The Register recently published a long piece on the 30th anniversary of the founding of the Internet Engineering Task Force. It's an interesting read; the author interviewed a number of key people who've been in the IETF since the beginning (I only started attending IETF meetings in the late 1990's, so I'm still considered "new blood" in IETF terms). The writer ends the article by posing some key questions about the future of the IETF:

"Will the IETF become a valuable repository of the past and a largely academic institution focused on the evolution of the Internet? Or will it become the go-to place for companies to resolve their competing standards and protocols, relying on the wisdom of those that went before to divine a solution? Or will it be reinvigorated by a new generation let in thanks to the exit of the old guard and once more take the pilot controls of the Internet?"

That covers one of the two most common questions I encounter when encouraging engineers to participate in the IETF: What is the long-term value proposition of the IETF? Or rather, in a larger sense: What is the future of open standards? The open source movement poses one set of challenges to the future of open standards; this is a topic I discussed in a blog series last fall. Disaggregation, or the separation of network software from hardware, raises a related set of questions. For instance, the New IP Agency, which is dedicated to forming consensus around network functions virtualization (NFV), states on its website:

"Our industry's answer to this complexity has traditionally been to develop standards. Today, however, the standards process that is supposed to create order is instead adding uncertainty."

Traditionally, open standards organizations (particularly the IETF) have been populated by vendors selling software embedded in hardware. What happens to open standards when the software is separated from the software through a trend like NFV? Does this mean the end of open standards? As we are currently moving towards disaggregation at LinkedIn, the relationship between open standards and the disaggregation process has become for me a matter that requires some serious thought.

The need for collaboration

But I’m not certain the NIP has it quite right in pinning the problem of increased uncertainty on open standards organizations. Of course the IETF has issues to resolve, and there is competition between the standards bodies, but is the IETF a source of uncertainty or is it simply reacting to uncertainty that is already there?
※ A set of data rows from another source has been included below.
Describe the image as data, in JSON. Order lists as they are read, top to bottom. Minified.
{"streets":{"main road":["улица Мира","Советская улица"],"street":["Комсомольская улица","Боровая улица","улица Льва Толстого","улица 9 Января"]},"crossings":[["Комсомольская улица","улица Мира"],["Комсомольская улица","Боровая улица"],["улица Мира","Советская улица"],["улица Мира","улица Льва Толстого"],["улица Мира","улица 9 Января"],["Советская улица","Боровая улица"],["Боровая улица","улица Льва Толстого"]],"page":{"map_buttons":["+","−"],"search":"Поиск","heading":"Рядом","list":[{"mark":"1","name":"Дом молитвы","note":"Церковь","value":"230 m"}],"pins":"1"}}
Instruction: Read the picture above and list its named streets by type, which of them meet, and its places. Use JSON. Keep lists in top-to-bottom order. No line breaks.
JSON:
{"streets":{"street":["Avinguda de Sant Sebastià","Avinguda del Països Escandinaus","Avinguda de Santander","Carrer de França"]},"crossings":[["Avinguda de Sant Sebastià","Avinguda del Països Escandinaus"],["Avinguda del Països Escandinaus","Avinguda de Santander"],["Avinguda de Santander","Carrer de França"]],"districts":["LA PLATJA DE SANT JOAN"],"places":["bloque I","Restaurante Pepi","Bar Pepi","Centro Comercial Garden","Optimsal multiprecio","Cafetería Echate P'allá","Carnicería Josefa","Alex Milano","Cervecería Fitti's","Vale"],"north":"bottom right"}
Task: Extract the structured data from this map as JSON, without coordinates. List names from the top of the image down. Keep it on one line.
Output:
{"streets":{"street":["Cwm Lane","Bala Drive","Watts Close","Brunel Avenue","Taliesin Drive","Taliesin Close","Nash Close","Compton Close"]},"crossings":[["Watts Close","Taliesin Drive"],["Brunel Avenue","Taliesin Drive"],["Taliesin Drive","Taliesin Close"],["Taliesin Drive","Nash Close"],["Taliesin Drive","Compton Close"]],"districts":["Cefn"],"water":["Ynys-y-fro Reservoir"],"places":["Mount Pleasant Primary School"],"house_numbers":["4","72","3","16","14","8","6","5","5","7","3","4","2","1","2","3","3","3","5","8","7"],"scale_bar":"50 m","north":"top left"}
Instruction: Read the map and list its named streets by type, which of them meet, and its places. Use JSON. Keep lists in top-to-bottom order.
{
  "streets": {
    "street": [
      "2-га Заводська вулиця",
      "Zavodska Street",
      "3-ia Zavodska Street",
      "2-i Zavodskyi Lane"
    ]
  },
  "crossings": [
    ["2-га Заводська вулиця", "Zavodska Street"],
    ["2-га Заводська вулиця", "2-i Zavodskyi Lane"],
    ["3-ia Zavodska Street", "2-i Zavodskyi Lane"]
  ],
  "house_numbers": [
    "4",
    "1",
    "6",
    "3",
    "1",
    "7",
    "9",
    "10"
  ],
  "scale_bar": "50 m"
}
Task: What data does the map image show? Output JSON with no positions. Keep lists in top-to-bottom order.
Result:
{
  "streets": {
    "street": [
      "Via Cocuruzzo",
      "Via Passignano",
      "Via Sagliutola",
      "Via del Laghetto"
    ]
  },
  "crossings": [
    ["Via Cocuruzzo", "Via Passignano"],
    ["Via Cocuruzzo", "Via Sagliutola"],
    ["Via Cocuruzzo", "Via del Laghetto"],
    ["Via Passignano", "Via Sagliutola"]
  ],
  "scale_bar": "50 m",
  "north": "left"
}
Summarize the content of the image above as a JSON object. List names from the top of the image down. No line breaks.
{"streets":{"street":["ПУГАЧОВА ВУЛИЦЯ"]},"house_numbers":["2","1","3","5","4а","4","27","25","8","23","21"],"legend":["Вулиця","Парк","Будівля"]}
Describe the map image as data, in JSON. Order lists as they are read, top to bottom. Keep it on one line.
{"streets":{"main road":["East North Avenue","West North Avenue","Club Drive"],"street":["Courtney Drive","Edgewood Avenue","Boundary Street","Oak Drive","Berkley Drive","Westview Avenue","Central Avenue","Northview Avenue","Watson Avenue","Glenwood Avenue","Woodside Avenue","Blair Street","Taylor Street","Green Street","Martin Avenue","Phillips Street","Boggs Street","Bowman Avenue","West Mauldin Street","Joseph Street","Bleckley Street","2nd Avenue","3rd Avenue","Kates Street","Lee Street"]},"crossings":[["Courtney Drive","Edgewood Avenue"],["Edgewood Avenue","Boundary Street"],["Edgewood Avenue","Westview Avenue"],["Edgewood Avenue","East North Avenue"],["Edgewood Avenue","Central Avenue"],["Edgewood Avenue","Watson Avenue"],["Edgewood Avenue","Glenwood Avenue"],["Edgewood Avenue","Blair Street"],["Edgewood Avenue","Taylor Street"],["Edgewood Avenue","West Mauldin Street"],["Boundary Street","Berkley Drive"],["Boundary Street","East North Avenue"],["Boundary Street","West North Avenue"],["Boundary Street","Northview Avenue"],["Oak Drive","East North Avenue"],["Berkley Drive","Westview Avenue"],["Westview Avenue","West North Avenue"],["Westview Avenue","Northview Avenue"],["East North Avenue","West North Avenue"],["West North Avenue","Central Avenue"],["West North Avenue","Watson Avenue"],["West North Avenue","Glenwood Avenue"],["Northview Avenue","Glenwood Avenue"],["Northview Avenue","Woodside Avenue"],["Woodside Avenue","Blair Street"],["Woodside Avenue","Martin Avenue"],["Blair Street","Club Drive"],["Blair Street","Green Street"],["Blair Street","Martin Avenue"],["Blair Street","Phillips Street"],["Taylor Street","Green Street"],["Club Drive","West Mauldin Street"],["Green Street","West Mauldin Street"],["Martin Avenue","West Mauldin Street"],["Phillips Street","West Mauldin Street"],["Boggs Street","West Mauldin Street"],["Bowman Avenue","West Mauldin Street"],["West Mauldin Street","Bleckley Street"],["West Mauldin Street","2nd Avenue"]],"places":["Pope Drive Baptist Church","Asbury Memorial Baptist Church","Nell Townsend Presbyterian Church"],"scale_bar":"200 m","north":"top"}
Abandoning open standards isn’t going to solve the problem of finding new ways to build networks that are more economical and adaptable to the real world. To put it another way, abandoning open standards isn’t going to reduce the uncertainty, and open standards actually can be a vehicle to help control and manage it.

As with open source, the effort to split software and hardware into two different realms requires a foundation of open standards. Without open standards, we will end up with fragmented and overlapping technologies, which are ultimately bad for the Internet, and bad for business. On the other hand, the simple truth is that open standards aren't enough any longer. To put it in terms better suited for one of my philosophy classes, they're necessary, but not sufficient, to creating and building a healthy networking technology industry.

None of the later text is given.